INSTRUCTIONS FOR THE TASK:
With the pictures removed, set down all of the entries below exactly.

*** RECORDED DATA Section Begins ***

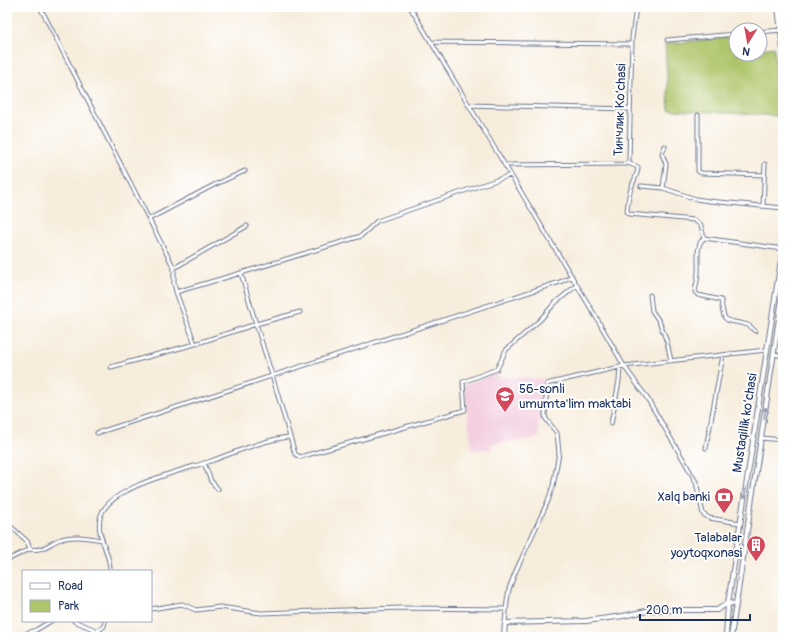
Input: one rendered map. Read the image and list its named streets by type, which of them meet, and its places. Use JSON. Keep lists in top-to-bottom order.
{
  "streets": {
    "main road": ["Mustaqillik ko’chasi"],
    "street": ["Тинчлик Ko’chasi"]
  },
  "places": {
    "school or university": ["56-sonli umumta'lim maktabi"],
    "bank": ["Xalq banki"],
    "building": ["Talabalar yoytoqxonasi"]
  },
  "legend": ["Road", "Park"],
  "scale_bar": "200 m",
  "north": "bottom"
}
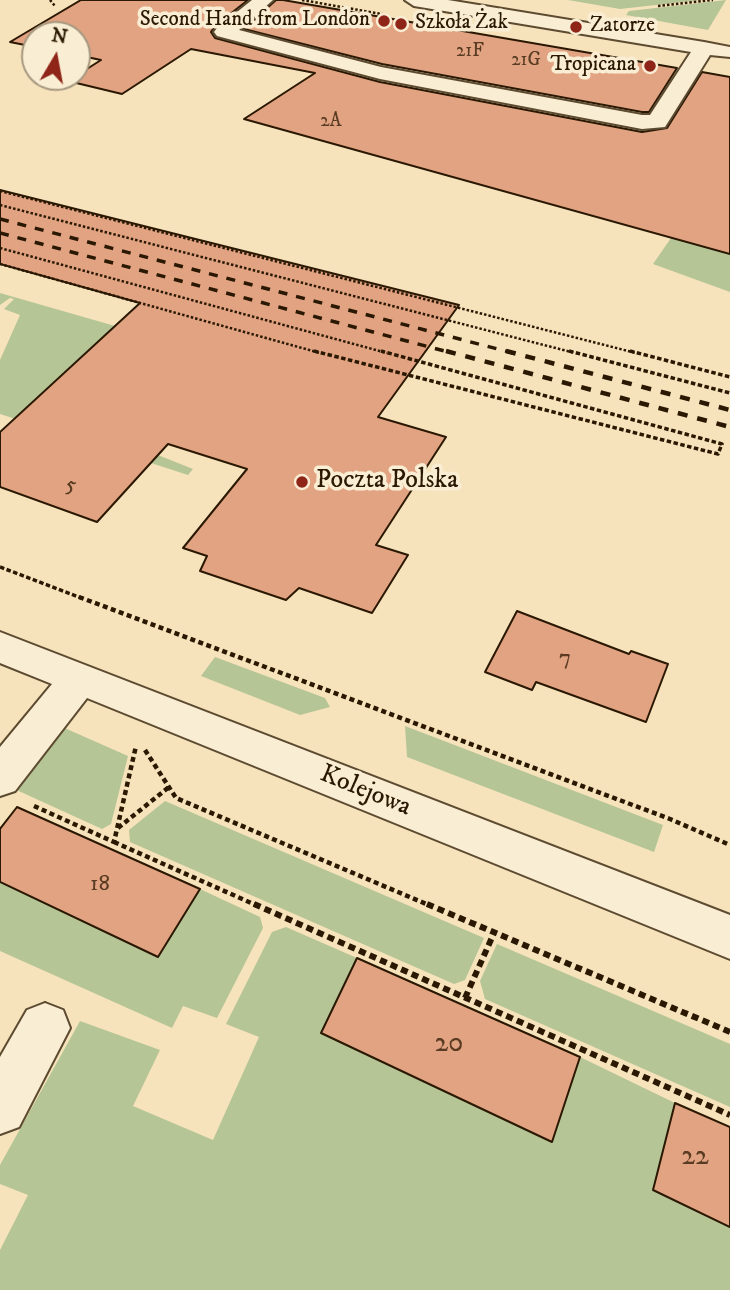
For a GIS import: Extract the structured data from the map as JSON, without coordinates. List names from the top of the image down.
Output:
{
  "streets": {
    "street": ["Kolejowa"]
  },
  "places": [
    "Second Hand from London",
    "Szkoła Żak",
    "Zatorze",
    "Tropicana",
    "Poczta Polska"
  ],
  "house_numbers": [
    "21F",
    "21G",
    "2A",
    "5",
    "7",
    "18",
    "20",
    "22"
  ],
  "north": "top"
}
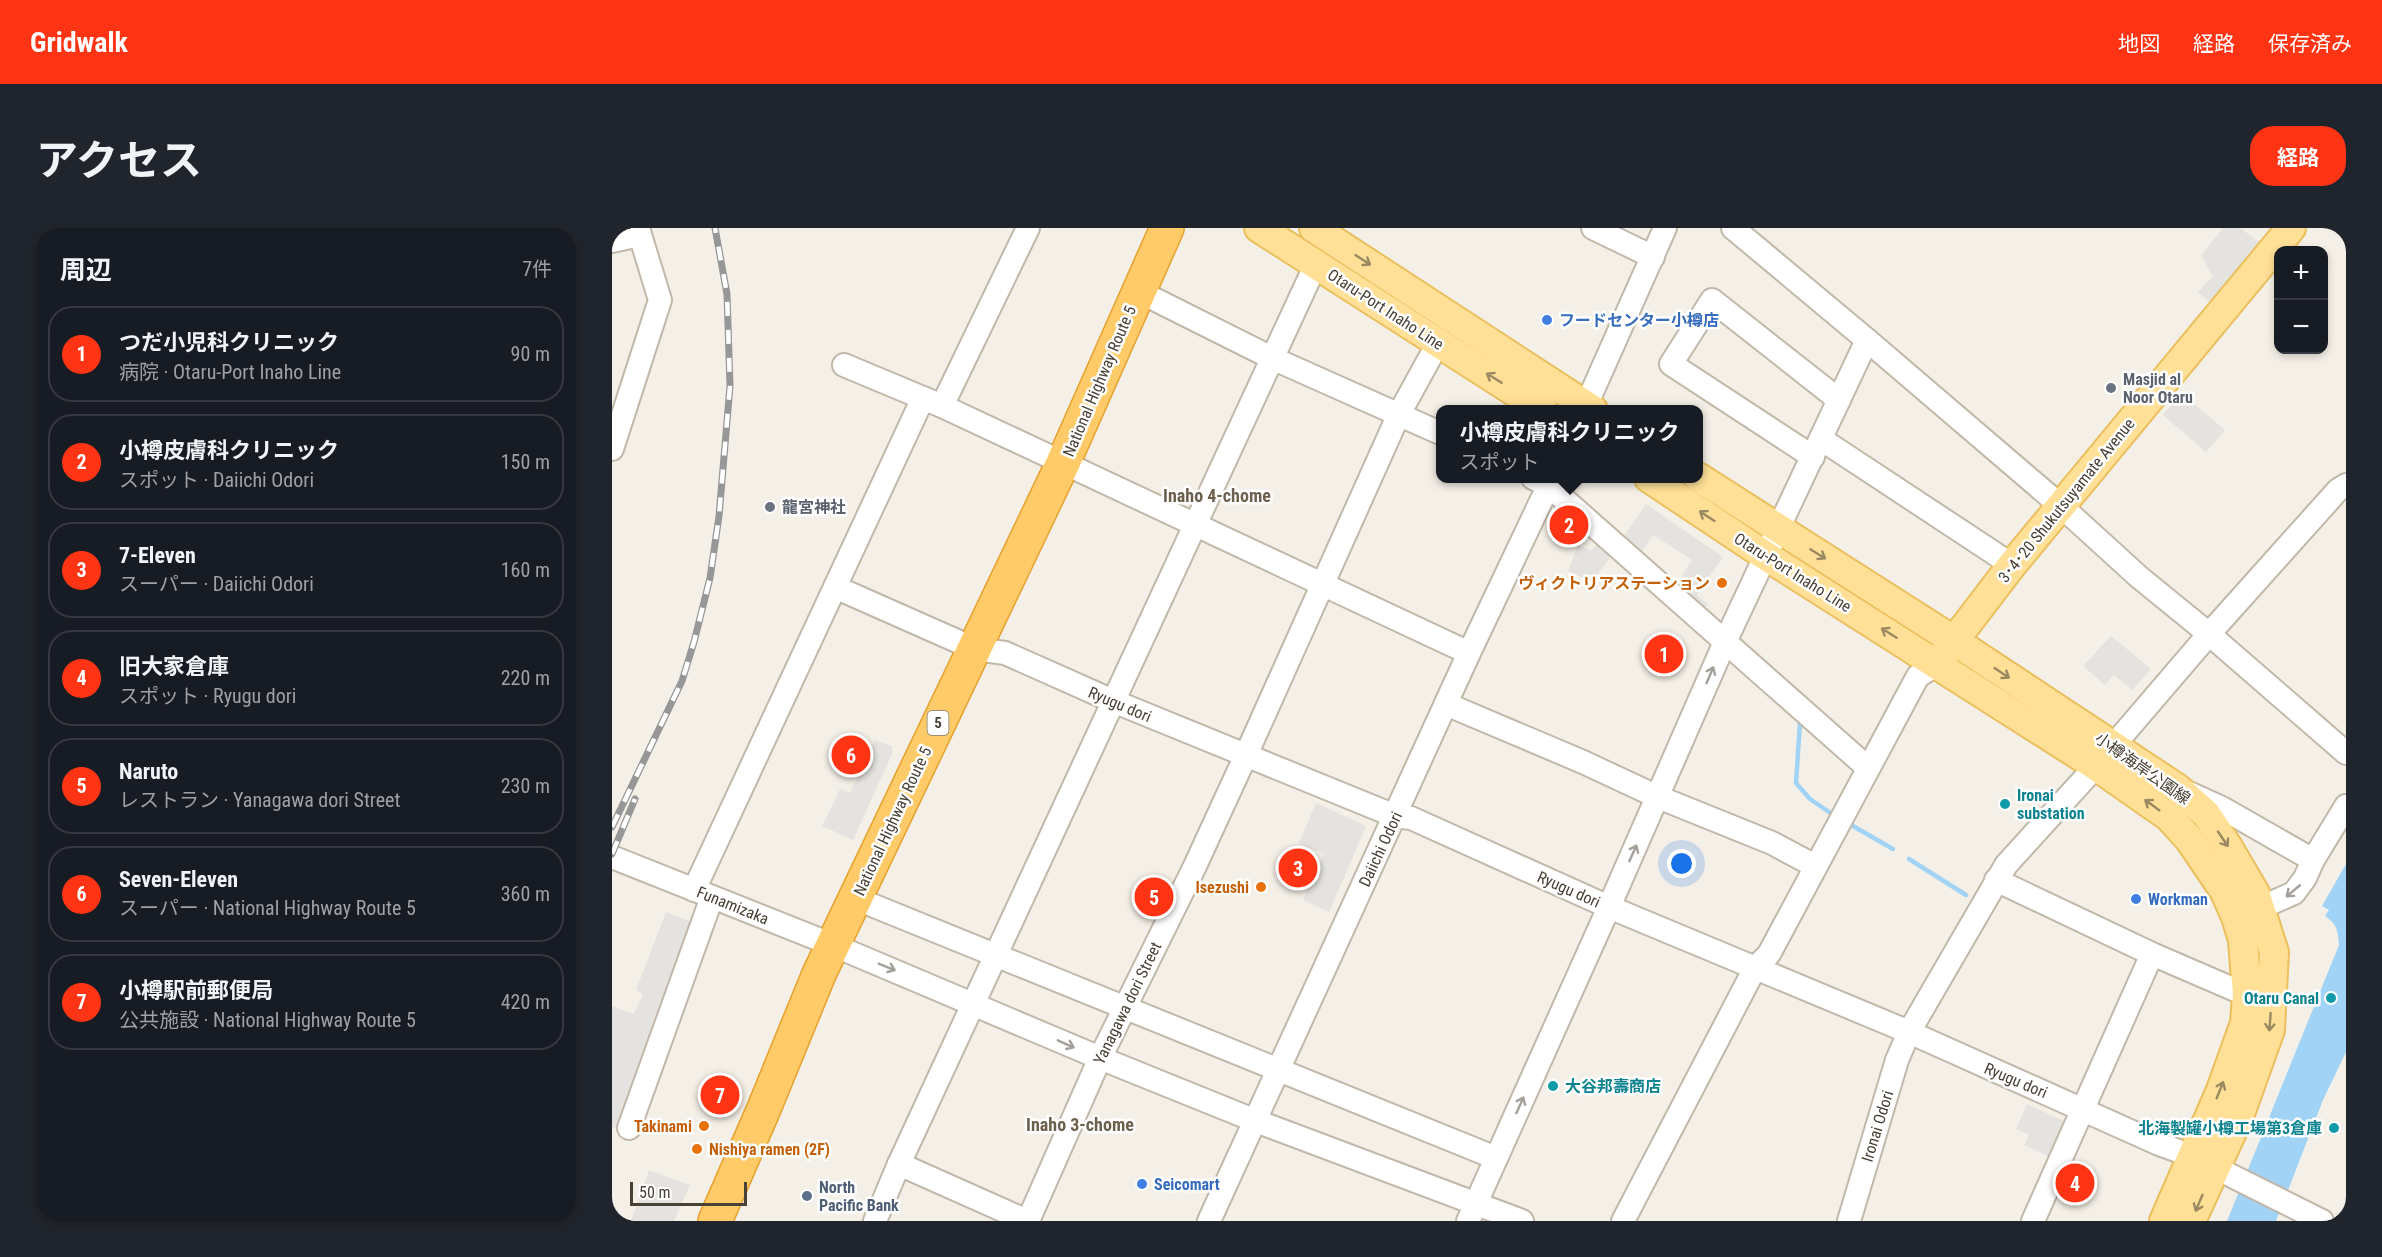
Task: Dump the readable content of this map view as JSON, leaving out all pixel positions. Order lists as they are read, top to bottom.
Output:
{
  "streets": {
    "highway": ["National Highway Route 5", "5"],
    "main road": ["Otaru-Port Inaho Line", "3･4･20 Shukutsuyamate Avenue", "小樽海岸公園線"],
    "street": [
      "Ryugu dori",
      "Daiichi Odori",
      "Funamizaka",
      "Yanagawa dori Street",
      "Ironai Odori"
    ]
  },
  "crossings": [
    ["Otaru-Port Inaho Line", "3･4･20 Shukutsuyamate Avenue"],
    ["Otaru-Port Inaho Line", "小樽海岸公園線"],
    ["Otaru-Port Inaho Line", "Yanagawa dori Street"],
    ["National Highway Route 5", "Ryugu dori"],
    ["National Highway Route 5", "Funamizaka"],
    ["3･4･20 Shukutsuyamate Avenue", "小樽海岸公園線"],
    ["Ryugu dori", "小樽海岸公園線"],
    ["Ryugu dori", "Daiichi Odori"],
    ["Ryugu dori", "Yanagawa dori Street"],
    ["Ryugu dori", "Ironai Odori"],
    ["小樽海岸公園線", "Ironai Odori"],
    ["Daiichi Odori", "Funamizaka"],
    ["Funamizaka", "Yanagawa dori Street"]
  ],
  "districts": ["Inaho 4-chome", "Inaho 3-chome"],
  "places": [
    "フードセンター小樽店",
    "Masjid al Noor Otaru",
    "龍宮神社",
    "ヴィクトリアステーション",
    "Ironai substation",
    "Isezushi",
    "Workman",
    "Otaru Canal",
    "大谷邦壽商店",
    "Takinami",
    "北海製罐小樽工場第3倉庫",
    "Nishiya ramen (2F)",
    "Seicomart",
    "North Pacific Bank"
  ],
  "scale_bar": "50 m",
  "page": {
    "header": "Gridwalk",
    "nav": ["地図", "経路", "保存済み"],
    "title": "アクセス",
    "buttons": "経路",
    "heading": ["周辺", "7件"],
    "map_buttons": ["+", "−"],
    "list": [
      {
        "mark": "1",
        "name": "つだ小児科クリニック",
        "note": "病院 · Otaru-Port Inaho Line",
        "value": "90 m"
      },
      {
        "mark": "2",
        "name": "小樽皮膚科クリニック",
        "note": "スポット · Daiichi Odori",
        "value": "150 m"
      },
      {
        "mark": "3",
        "name": "7-Eleven",
        "note": "スーパー · Daiichi Odori",
        "value": "160 m"
      },
      {
        "mark": "4",
        "name": "旧大家倉庫",
        "note": "スポット · Ryugu dori",
        "value": "220 m"
      },
      {
        "mark": "5",
        "name": "Naruto",
        "note": "レストラン · Yanagawa dori Street",
        "value": "230 m"
      },
      {
        "mark": "6",
        "name": "Seven-Eleven",
        "note": "スーパー · National Highway Route 5",
        "value": "360 m"
      },
      {
        "mark": "7",
        "name": "小樽駅前郵便局",
        "note": "公共施設 · National Highway Route 5",
        "value": "420 m"
      }
    ],
    "popup": ["小樽皮膚科クリニック", "スポット"],
    "pins": [
      "2",
      "1",
      "6",
      "3",
      "5",
      "7",
      "4"
    ],
    "scale": "50 m"
  }
}
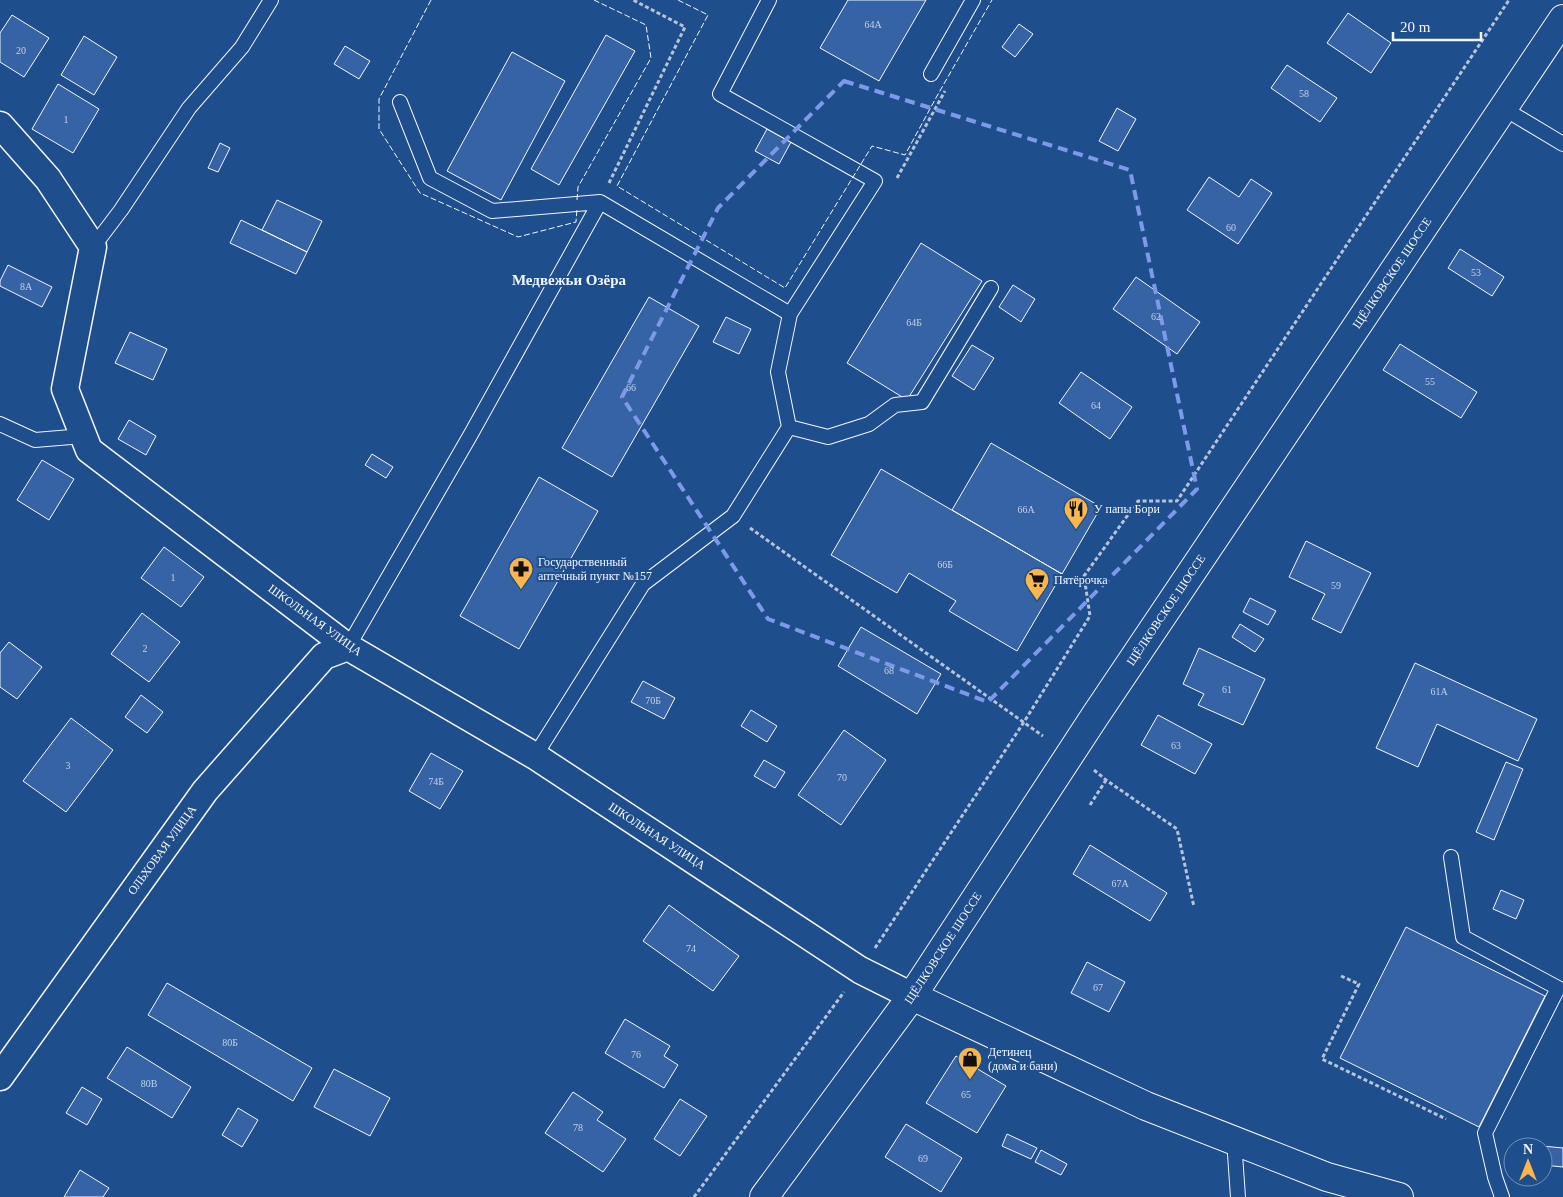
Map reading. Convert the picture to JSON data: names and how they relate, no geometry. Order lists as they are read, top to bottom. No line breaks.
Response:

*** RECORDED DATA Section Ends ***

TASK ANSWER:
Input: one rendered map. Read the image and list its named streets by type, which of them meet, and its places. Use JSON. Keep lists in top-to-bottom order.
{
  "streets": {
    "main road": ["Mustaqillik ko’chasi"],
    "street": ["Тинчлик Ko’chasi"]
  },
  "places": {
    "school or university": ["56-sonli umumta'lim maktabi"],
    "bank": ["Xalq banki"],
    "building": ["Talabalar yoytoqxonasi"]
  },
  "legend": ["Road", "Park"],
  "scale_bar": "200 m",
  "north": "bottom"
}
For a GIS import: Extract the structured data from the map as JSON, without coordinates. List names from the top of the image down.
Output:
{
  "streets": {
    "street": ["Kolejowa"]
  },
  "places": [
    "Second Hand from London",
    "Szkoła Żak",
    "Zatorze",
    "Tropicana",
    "Poczta Polska"
  ],
  "house_numbers": [
    "21F",
    "21G",
    "2A",
    "5",
    "7",
    "18",
    "20",
    "22"
  ],
  "north": "top"
}
Task: Dump the readable content of this map view as JSON, leaving out all pixel positions. Order lists as they are read, top to bottom.
Output:
{
  "streets": {
    "highway": ["National Highway Route 5", "5"],
    "main road": ["Otaru-Port Inaho Line", "3･4･20 Shukutsuyamate Avenue", "小樽海岸公園線"],
    "street": [
      "Ryugu dori",
      "Daiichi Odori",
      "Funamizaka",
      "Yanagawa dori Street",
      "Ironai Odori"
    ]
  },
  "crossings": [
    ["Otaru-Port Inaho Line", "3･4･20 Shukutsuyamate Avenue"],
    ["Otaru-Port Inaho Line", "小樽海岸公園線"],
    ["Otaru-Port Inaho Line", "Yanagawa dori Street"],
    ["National Highway Route 5", "Ryugu dori"],
    ["National Highway Route 5", "Funamizaka"],
    ["3･4･20 Shukutsuyamate Avenue", "小樽海岸公園線"],
    ["Ryugu dori", "小樽海岸公園線"],
    ["Ryugu dori", "Daiichi Odori"],
    ["Ryugu dori", "Yanagawa dori Street"],
    ["Ryugu dori", "Ironai Odori"],
    ["小樽海岸公園線", "Ironai Odori"],
    ["Daiichi Odori", "Funamizaka"],
    ["Funamizaka", "Yanagawa dori Street"]
  ],
  "districts": ["Inaho 4-chome", "Inaho 3-chome"],
  "places": [
    "フードセンター小樽店",
    "Masjid al Noor Otaru",
    "龍宮神社",
    "ヴィクトリアステーション",
    "Ironai substation",
    "Isezushi",
    "Workman",
    "Otaru Canal",
    "大谷邦壽商店",
    "Takinami",
    "北海製罐小樽工場第3倉庫",
    "Nishiya ramen (2F)",
    "Seicomart",
    "North Pacific Bank"
  ],
  "scale_bar": "50 m",
  "page": {
    "header": "Gridwalk",
    "nav": ["地図", "経路", "保存済み"],
    "title": "アクセス",
    "buttons": "経路",
    "heading": ["周辺", "7件"],
    "map_buttons": ["+", "−"],
    "list": [
      {
        "mark": "1",
        "name": "つだ小児科クリニック",
        "note": "病院 · Otaru-Port Inaho Line",
        "value": "90 m"
      },
      {
        "mark": "2",
        "name": "小樽皮膚科クリニック",
        "note": "スポット · Daiichi Odori",
        "value": "150 m"
      },
      {
        "mark": "3",
        "name": "7-Eleven",
        "note": "スーパー · Daiichi Odori",
        "value": "160 m"
      },
      {
        "mark": "4",
        "name": "旧大家倉庫",
        "note": "スポット · Ryugu dori",
        "value": "220 m"
      },
      {
        "mark": "5",
        "name": "Naruto",
        "note": "レストラン · Yanagawa dori Street",
        "value": "230 m"
      },
      {
        "mark": "6",
        "name": "Seven-Eleven",
        "note": "スーパー · National Highway Route 5",
        "value": "360 m"
      },
      {
        "mark": "7",
        "name": "小樽駅前郵便局",
        "note": "公共施設 · National Highway Route 5",
        "value": "420 m"
      }
    ],
    "popup": ["小樽皮膚科クリニック", "スポット"],
    "pins": [
      "2",
      "1",
      "6",
      "3",
      "5",
      "7",
      "4"
    ],
    "scale": "50 m"
  }
}
Map reading. Convert the picture to JSON data: names and how they relate, no geometry. Order lists as they are read, top to bottom. No line breaks.
Response:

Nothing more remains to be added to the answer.